- Keywords: invertibility, variational autoencoders, encoder, representational complexity, Langevin
- TL;DR: VAEs with invertible mean map have small approximate encoders; non-invertible maps result in large encoders.
- Abstract: Training and using modern neural-network based latent-variable generative models (like Variational Autoencoders) often require simultaneously training a generative direction along with an inferential (encoding) direction, which approximates the posterior distribution over the latent variables. Thus, the question arises: how complex does the inferential model need to be, in order to be able to accurately model the posterior distribution of a given generative model? In this paper, we identify an important property of the generative map impacting the required size of the encoder.
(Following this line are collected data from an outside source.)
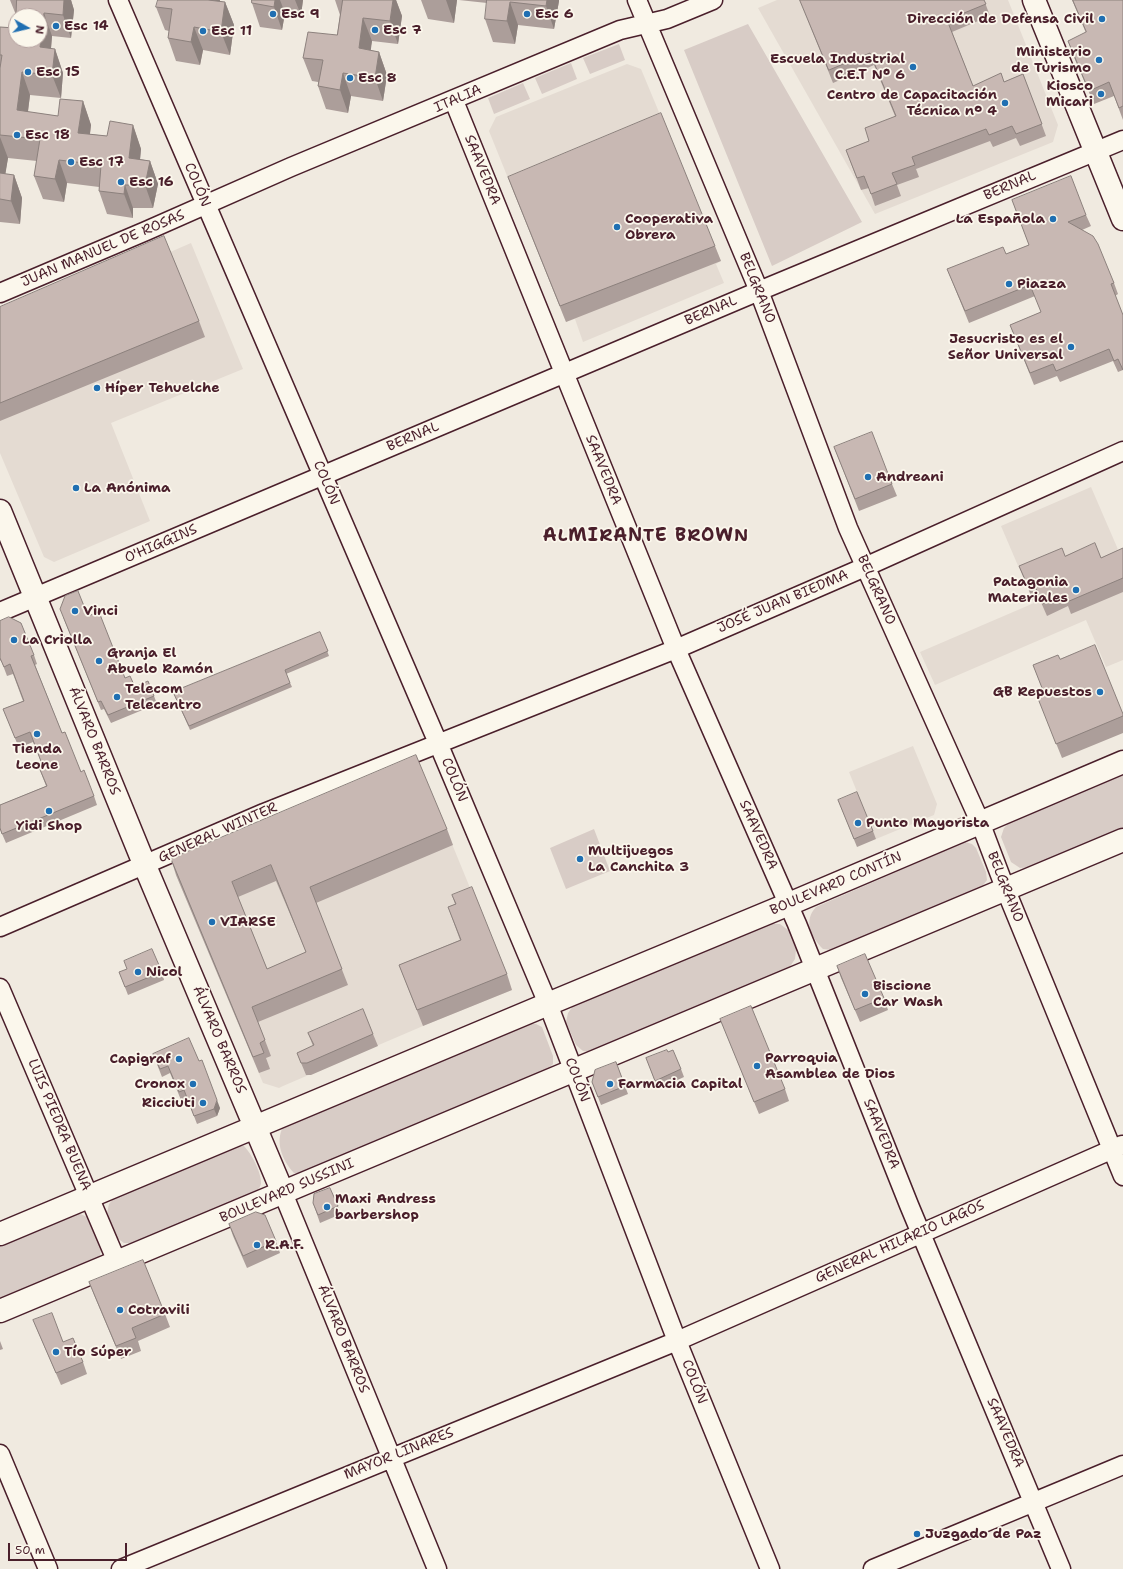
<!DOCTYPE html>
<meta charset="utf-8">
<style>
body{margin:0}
#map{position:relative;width:1123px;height:1569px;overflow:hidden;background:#f0eae0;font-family:"Shantell Sans",sans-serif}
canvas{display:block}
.north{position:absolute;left:8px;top:8px;width:40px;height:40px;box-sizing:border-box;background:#fbf7ec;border:1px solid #b4a19f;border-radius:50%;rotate:98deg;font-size:11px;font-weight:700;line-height:16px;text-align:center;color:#4a1f2b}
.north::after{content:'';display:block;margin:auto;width:14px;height:18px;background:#1f6fb2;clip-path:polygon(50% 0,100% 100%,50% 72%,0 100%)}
.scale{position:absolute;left:8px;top:1543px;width:119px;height:18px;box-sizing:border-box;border:2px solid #4a1f2b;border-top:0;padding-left:5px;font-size:12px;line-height:14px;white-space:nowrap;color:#4a1f2b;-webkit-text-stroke:3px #fbf7ec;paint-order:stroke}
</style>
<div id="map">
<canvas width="1123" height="1569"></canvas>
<div class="north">N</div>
<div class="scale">50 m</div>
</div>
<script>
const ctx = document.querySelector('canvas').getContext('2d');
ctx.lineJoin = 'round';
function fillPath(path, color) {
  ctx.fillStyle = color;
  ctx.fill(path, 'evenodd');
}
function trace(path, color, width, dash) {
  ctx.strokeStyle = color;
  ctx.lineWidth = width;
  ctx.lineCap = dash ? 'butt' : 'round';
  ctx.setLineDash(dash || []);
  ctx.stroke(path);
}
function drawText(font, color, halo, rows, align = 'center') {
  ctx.font = font + ' "Shantell Sans",sans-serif';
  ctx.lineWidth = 3.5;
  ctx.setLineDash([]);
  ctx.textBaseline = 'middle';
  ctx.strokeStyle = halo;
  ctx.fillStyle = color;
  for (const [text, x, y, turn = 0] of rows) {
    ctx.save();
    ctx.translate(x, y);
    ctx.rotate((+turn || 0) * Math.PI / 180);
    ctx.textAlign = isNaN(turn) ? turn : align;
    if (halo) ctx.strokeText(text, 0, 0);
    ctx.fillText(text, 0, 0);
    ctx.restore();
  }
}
fillPath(new Path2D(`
 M777,0H1008L1058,125L1053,142L875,214L758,8Z
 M627,64L641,69L721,261L716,264L724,283L583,342L575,319L566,322L489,131L496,117Z
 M191,243L243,369L111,423L150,521L54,562L44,557L0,453V326Z
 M1091,487L1123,561V660L1106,667L1086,620L935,685L920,652L1034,603L1001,526Z
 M913,746L937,804L934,815L876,839L849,772Z
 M422,771L512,990L423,1026L283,1086L279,1088L263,1083L176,875Z`), '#e4dbd2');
fillPath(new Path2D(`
 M748,24L862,222L772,266L684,50Z
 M619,44L625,60L590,74L583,58Z
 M571,63L577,79L542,94L535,78Z
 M523,83L530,99L494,114L488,98Z
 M1123,773V829L1032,867L1020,868L1011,862L1001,837L1004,828L1012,820Z
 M594,829L610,871L566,889L550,848Z
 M965,842L972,844L976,848L986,872L987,880L981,888L833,950L823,949C811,937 803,921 816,907Z
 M770,924H780L788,930L796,950L795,959L789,968L592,1052L583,1051L576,1045L566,1022L568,1013L573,1006Z
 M529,1024H536L542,1027L553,1056V1064L548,1069L302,1173H294C282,1160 275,1142 283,1127Z
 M237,1146H244C251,1153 262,1173 261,1184C260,1187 258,1190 256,1192L135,1243H124L117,1238L107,1213L109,1204L115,1197Z
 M78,1213L87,1217L101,1250L100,1255L97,1260L0,1301V1244Z`), '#d8ccc6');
const minor = new Path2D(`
 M118,0L438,743L548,1004L677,1341L770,1569
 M637,0L759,291L848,528L980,822L1005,888L1123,1176
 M454,101L676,649L797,924L909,1205L1061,1569
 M0,293L146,231L291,167L620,30L667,19L713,0
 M0,612L759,291L1123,140
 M0,927L264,813L676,649L865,567L1123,451
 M0,988L117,1262
 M283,1193L437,1569
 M0,1454L48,1569
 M121,1569L677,1341L1122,1145
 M873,1569L1123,1465`);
const secondary = new Path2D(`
 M1034,0L1123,219
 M0,511L145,866L283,1193
 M0,1234L548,1004L789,904L1123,762
 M0,1311L1123,840`);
trace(minor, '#4a1f2b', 21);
trace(secondary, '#4a1f2b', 25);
trace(minor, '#fbf7ec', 18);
trace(secondary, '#fbf7ec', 22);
fillPath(new Path2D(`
 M10,0H71L74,10L71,38L52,36L51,49H55L63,73L61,98L30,95L28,112L58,116L83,101L91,125L90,134L107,136L133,125L141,149L140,159L150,161L158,184L153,208H133V218L107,214L99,191V187L67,183L64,202L43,199L34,176L37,161L8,158L5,174L14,175L22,198L20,224L0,222V27L15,28L16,15Z
 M252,0H303L301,15L285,13L282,30L260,27L252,3Z
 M335,0H396L402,16L398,44L372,41L370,50L379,52L387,75L383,101L351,96L348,113L326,109L318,86V82L312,81L303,58L337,35L340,15Z
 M421,0H457L454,23L428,19Z
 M459,0H559V1L554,29L518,25L515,44L493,42L485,19L487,3Z
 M800,0H984L990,16L952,32L973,86L1004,82L1023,74L1046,136L1020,146L1016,138L993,147L990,141L916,169L919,177L897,185L901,196L875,206L869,188L861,190L846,150L869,141L895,116L874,65L833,83Z
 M1072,0H1123V120L1114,96L1094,104L1073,55L1068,41L1086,33Z
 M220,2H225L234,25L230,55L203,50L200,65L176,61L168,38L169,31L165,30L156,7Z
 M508,177L715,246L721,261L566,322L514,193Z
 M1012,200L1086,215L1091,226L1082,230L1114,283L1118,294L1115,296L1123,315V372V370L1118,372L1113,361L1060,382L1057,376L1034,385L1010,325L1041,312L1035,296L969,323L947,269L1006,254L1029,245Z
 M0,307L199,321L205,337L0,421Z
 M834,447L892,484L897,496L859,511Z
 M1123,548V592L1071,614L1068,606L1047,616L1040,600L1034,603L1019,566L1065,556L1101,558Z
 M88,616L125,678L135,687L154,696L157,704L111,723L104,709L101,710L63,617Z
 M0,621L34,655L37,664L35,665L62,733L81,772L94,796L97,805L6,843L0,829V805L46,786L38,765L42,764L33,742L19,748L3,709L23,701L13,674L7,676L1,660L0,661Z
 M320,632L329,656L286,674L292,687L190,730L173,692Z
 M1060,659L1123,714V733L1062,758L1037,696L1044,693L1033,665Z
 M838,800L873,831L876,839L857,847Z
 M447,829L453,845L316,903L348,985L258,1022L271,1056L266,1058L270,1069L259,1073L176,875L171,859ZM276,881L306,952L267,969L238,897Z
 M452,895L507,974L512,990L423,1026L399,965L460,940L448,907L455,904Z
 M837,966L884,998L888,1010L860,1022L841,978Z
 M119,972H162L164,980L128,995Z
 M720,1019L785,1089L789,1101L759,1114Z
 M308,1033L373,1034L378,1046L311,1075H306L297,1053L313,1046Z
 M668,1052L681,1069L684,1077L658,1089L646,1058Z
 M153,1054L220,1108L217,1116L197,1124L187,1098L181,1100L170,1073L162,1077Z
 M616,1062L628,1094L601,1105L592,1082Z
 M313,1203L338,1206L341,1214L320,1223Z
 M229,1224L276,1241L280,1253L247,1268L233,1236Z
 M89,1282L165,1314L170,1327L138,1341L141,1351L121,1359L94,1295Z
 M33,1320L63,1342L83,1362L87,1374L61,1385L38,1332Z
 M0,1341L3,1349L0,1350Z`), '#ac9e9a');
fillPath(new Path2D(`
 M64,0H71L74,10L71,38L63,15Z
 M208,0H220L217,24Z
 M275,0H280L285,13L282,30L274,7Z
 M295,0H303L301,15Z
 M393,0H396L402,16L398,44L390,21Z
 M446,0H457L454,23Z
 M547,0H559V1L554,29L546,6Z
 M225,2L234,25L230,55L221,32Z
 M510,2L518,25L515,44L507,21Z
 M44,13L52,36L49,71L40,47Z
 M363,18L372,41L368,71L359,48Z
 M194,27L203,50L200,65L191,42Z
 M55,49L63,73L61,98L52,75Z
 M379,52L387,75L383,101L375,78Z
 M22,72L30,95L25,133L17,110Z
 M343,73L351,96L348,113L340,90Z
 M83,101L91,125L87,156L78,133Z
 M133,125L141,149L138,181L129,158Z
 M0,137L8,158L2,195L0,188Z
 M59,160L67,183L64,202L55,179Z
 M150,161L158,184L153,208L145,185Z
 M14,175L22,198L20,224L11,201Z
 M125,185L133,208V218L124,194Z
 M217,1100L220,1108L217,1116L214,1109Z`), '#8c817d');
const building = new Path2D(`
 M17,0H64L63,15L44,13L40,47L55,49L52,75L22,72L17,110L58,116L60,99L83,101L78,133L107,136L110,121L133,125L129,158L150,161L145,185H125L124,194L99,191L101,165L59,160L55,179L34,176L40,139L0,135V68L2,55H0V27L15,28ZM16,16H40V40H16Z
 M158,0H208L225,2L221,32L194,27L191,42L168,38L172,9L156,7Z
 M252,0H275L274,7L252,3Z
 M343,0H393L390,21L363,18L359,48L379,52L375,78L343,73L340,90L318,86L323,60L303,58L308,32L337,35Z
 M487,0H547L546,6L510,2L507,21L485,19Z
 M800,0H984L986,4L947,20L973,86L1001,73L1004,82L1023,74L1042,124L1016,134L1012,126L989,135L986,129L912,157L915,165L892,173L897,184L871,194L864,176L857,178L846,150L869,141L865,128L896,116L870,53L829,70Z
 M1073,0H1123V106L1119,108L1109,82L1089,91L1068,41L1086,32Z
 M661,113L715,246L560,306L508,177Z
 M0,173L14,175L11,201L0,199Z
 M1071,176L1086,215L1068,222L1093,236L1098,244L1114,283L1111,284L1123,315V370L1118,359L1114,361L1109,349L1056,371L1053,364L1030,373L1010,325L1041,312L1030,285L965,311L947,269L1003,247L1006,254L1029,245L1012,200Z
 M164,236L199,321L0,403V307Z
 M872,432L892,484L855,499L834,447Z
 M1095,543L1101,558L1123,548V578L1067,602L1064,595L1042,604L1036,588L1030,591L1019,566L1062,548L1065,556Z
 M78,591L88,616L99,612L125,678L130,676L135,687L148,681L154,696L108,715L101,701L98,702L60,609L65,596Z
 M9,617L21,623L34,655L31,656L62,733L65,732L81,772L84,770L94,796L2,834L0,828V805L47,786L38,765L42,764L30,732L15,738L3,709L24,701L10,664L4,667L0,658V621Z
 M320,632L328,651L285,670L290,683L189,726L173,692Z
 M1095,645L1123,714V716L1056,744L1037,696L1044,693L1033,665L1058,655L1060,659Z
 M416,755L447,829L310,887L342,969L252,1007L265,1040L260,1043L264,1053L253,1057L171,859ZM271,865L306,952L267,969L232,882Z
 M857,792L873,831L854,839L838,800Z
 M472,887L507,974L417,1010L399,965L461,940L448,907L456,904L452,895Z
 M152,949L162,972L125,987L119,972L127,969L124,961Z
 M865,954L884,998L855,1010L837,966Z
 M751,1006L785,1089L754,1102L720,1019Z
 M363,1009L373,1034L307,1063H301L297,1053L314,1045L308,1033Z
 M189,1038L199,1061L202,1060L217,1100L214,1109L194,1116L184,1090L179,1092L168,1066L160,1069L153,1054Z
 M667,1050L668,1052L673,1050L681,1069L655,1081L646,1058Z
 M616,1062L625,1086L598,1097L592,1082L595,1070Z
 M330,1188L338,1206L318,1215L313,1203L314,1194Z
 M256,1212L265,1215L276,1241L243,1256L229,1224Z
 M143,1260L165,1314L132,1328L136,1338L116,1346L89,1282Z
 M52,1313L63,1342L73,1338L83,1362L56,1373L33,1320Z`);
fillPath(building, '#c8b8b3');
trace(building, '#8c817d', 1);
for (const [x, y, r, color] of [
 [273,14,4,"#1f6fb2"],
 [527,14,4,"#1f6fb2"],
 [1102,19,4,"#1f6fb2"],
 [56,26,4,"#1f6fb2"],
 [375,30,4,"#1f6fb2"],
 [203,31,4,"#1f6fb2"],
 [1099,60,4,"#1f6fb2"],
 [913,67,4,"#1f6fb2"],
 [28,72,4,"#1f6fb2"],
 [350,78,4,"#1f6fb2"],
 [1101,94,4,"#1f6fb2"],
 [1005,103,4,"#1f6fb2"],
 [17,135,4,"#1f6fb2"],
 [71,162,4,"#1f6fb2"],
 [121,182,4,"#1f6fb2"],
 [1053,219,4,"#1f6fb2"],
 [617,227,4,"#1f6fb2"],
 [1009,284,4,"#1f6fb2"],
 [1071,347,4,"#1f6fb2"],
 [97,388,4,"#1f6fb2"],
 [868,477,4,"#1f6fb2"],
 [76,488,4,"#1f6fb2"],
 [1076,590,4,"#1f6fb2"],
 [75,611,4,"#1f6fb2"],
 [14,640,4,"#1f6fb2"],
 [99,661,4,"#1f6fb2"],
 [1100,692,4,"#1f6fb2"],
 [117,697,4,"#1f6fb2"],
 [37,734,4,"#1f6fb2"],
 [49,811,4,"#1f6fb2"],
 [858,823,4,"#1f6fb2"],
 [580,859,4,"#1f6fb2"],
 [212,922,4,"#1f6fb2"],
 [138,972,4,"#1f6fb2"],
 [865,994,4,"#1f6fb2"],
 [179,1059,4,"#1f6fb2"],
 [757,1066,4,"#1f6fb2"],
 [193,1084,4,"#1f6fb2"],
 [610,1084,4,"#1f6fb2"],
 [203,1103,4,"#1f6fb2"],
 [327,1207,4,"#1f6fb2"],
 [257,1245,4,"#1f6fb2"],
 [120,1310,4,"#1f6fb2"],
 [56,1352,4,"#1f6fb2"],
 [917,1534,4,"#1f6fb2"]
]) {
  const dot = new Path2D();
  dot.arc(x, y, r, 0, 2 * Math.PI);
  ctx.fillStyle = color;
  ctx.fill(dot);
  trace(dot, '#fbf7ec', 1.5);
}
drawText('bold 14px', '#4a1f2b', '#fbf7ec', [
 ["Esc 9",281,14],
 ["Esc 6",535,14],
 ["Dirección de Defensa Civil",1094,19,"right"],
 ["Esc 14",64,26],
 ["Esc 7",383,30],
 ["Esc 11",211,31],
 ["Ministerio",1091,52,"right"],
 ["de Turismo",1091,68,"right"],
 ["Escuela Industrial",905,59,"right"],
 ["C.E.T Nº 6",905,75,"right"],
 ["Esc 15",36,72],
 ["Esc 8",358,78],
 ["Kiosco",1093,86,"right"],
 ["Micari",1093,102,"right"],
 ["Centro de Capacitación",997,95,"right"],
 ["Técnica n° 4",997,111,"right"],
 ["Esc 18",25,135],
 ["Esc 17",79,162],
 ["Esc 16",129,182],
 ["Cooperativa",625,219],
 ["Obrera",625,235],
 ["La Española",1045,219,"right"],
 ["Piazza",1017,284],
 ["Jesucristo es el",1063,339,"right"],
 ["Señor Universal",1063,355,"right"],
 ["Híper Tehuelche",105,388],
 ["Andreani",876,477],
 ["La Anónima",84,488],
 ["Patagonia",1068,582,"right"],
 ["Materiales",1068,598,"right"],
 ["Vinci",83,611],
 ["La Criolla",22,640],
 ["Granja El",107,653],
 ["Abuelo Ramón",107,669],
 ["Telecom",125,689],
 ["Telecentro",125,705],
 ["GB Repuestos",1092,692,"right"],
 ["Tienda",37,749,"center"],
 ["Leone",37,765,"center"],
 ["Punto Mayorista",866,823],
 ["Yidi Shop",49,826,"center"],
 ["Multijuegos",588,851],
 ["La Canchita 3",588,867],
 ["VIARSE",220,922],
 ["Nicol",146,972],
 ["Biscione",873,986],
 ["Car Wash",873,1002],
 ["Parroquia",765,1058],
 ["Asamblea de Dios",765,1074],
 ["Capigraf",171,1059,"right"],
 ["Cronox",185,1084,"right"],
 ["Farmacia Capital",618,1084],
 ["Ricciuti",195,1103,"right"],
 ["Maxi Andress",335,1199],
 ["barbershop",335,1215],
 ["R.A.F.",265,1245],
 ["Cotravili",128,1310],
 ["Tío Súper",64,1352],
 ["Juzgado de Paz",925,1534]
], 'left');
drawText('14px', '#4a1f2b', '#fbf7ec', [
 ["ITALIA",458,99,-23],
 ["SAAVEDRA",482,170,68],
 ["COLÓN",197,185,67],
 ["BERNAL",1010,186,-23],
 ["JUAN MANUEL DE ROSAS",103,249,-23],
 ["BELGRANO",757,288,68],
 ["BERNAL",711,311,-23],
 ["BERNAL",413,437,-23],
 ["SAAVEDRA",603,470,68],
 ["COLÓN",326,483,67],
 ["O'HIGGINS",161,544,-23],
 ["BELGRANO",876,590,66],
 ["JOSÉ JUAN BIEDMA",783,602,-23],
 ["ÁLVARO BARROS",94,741,68],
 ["COLÓN",454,780,67],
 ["GENERAL WINTER",218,833,-24],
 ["SAAVEDRA",758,835,66],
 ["BOULEVARD CONTÍN",836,884,-23],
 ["BELGRANO",1005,887,68],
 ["ÁLVARO BARROS",219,1040,67],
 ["COLÓN",577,1080,69],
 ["LUIS PIEDRA BUENA",59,1125,67],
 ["SAAVEDRA",881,1134,68],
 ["BOULEVARD SUSSINI",287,1191,-23],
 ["GENERAL HILARIO LAGOS",900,1242,-24],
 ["ÁLVARO BARROS",343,1339,68],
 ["COLÓN",694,1382,68],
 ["SAAVEDRA",1005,1433,67],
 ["MAYOR LINARES",399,1454,-22]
]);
ctx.letterSpacing = '1px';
drawText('bold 18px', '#4a1f2b', '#fbf7ec', [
 ["ALMIRANTE BROWN",646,536]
]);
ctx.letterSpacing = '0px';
</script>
We show that if the generative map is ``strongly invertible" (in a sense we suitably formalize), the inferential model need not be much more complex. Conversely, we prove that there exist non-invertible generative maps, for which the encoding direction needs to be exponentially larger (under standard assumptions in computational complexity). Importantly, we do not require the generative model to be layerwise invertible, which a lot of the related literature assumes and isn't satisfied by many architectures used in practice (e.g. convolution and pooling based networks). Thus, we provide theoretical support for the empirical wisdom that learning deep generative models is harder when data lies on a low-dimensional manifold.
- Questions/feedback Request For Reviewers: Though the paper is ostensibly about VAEs (which are not an invertible model), the main question is how the mean-map for the generator being invertible affects the complexity of the encoder. Thus, the core message of the paper is about how invertibility affects the complexity of an inference mechanism.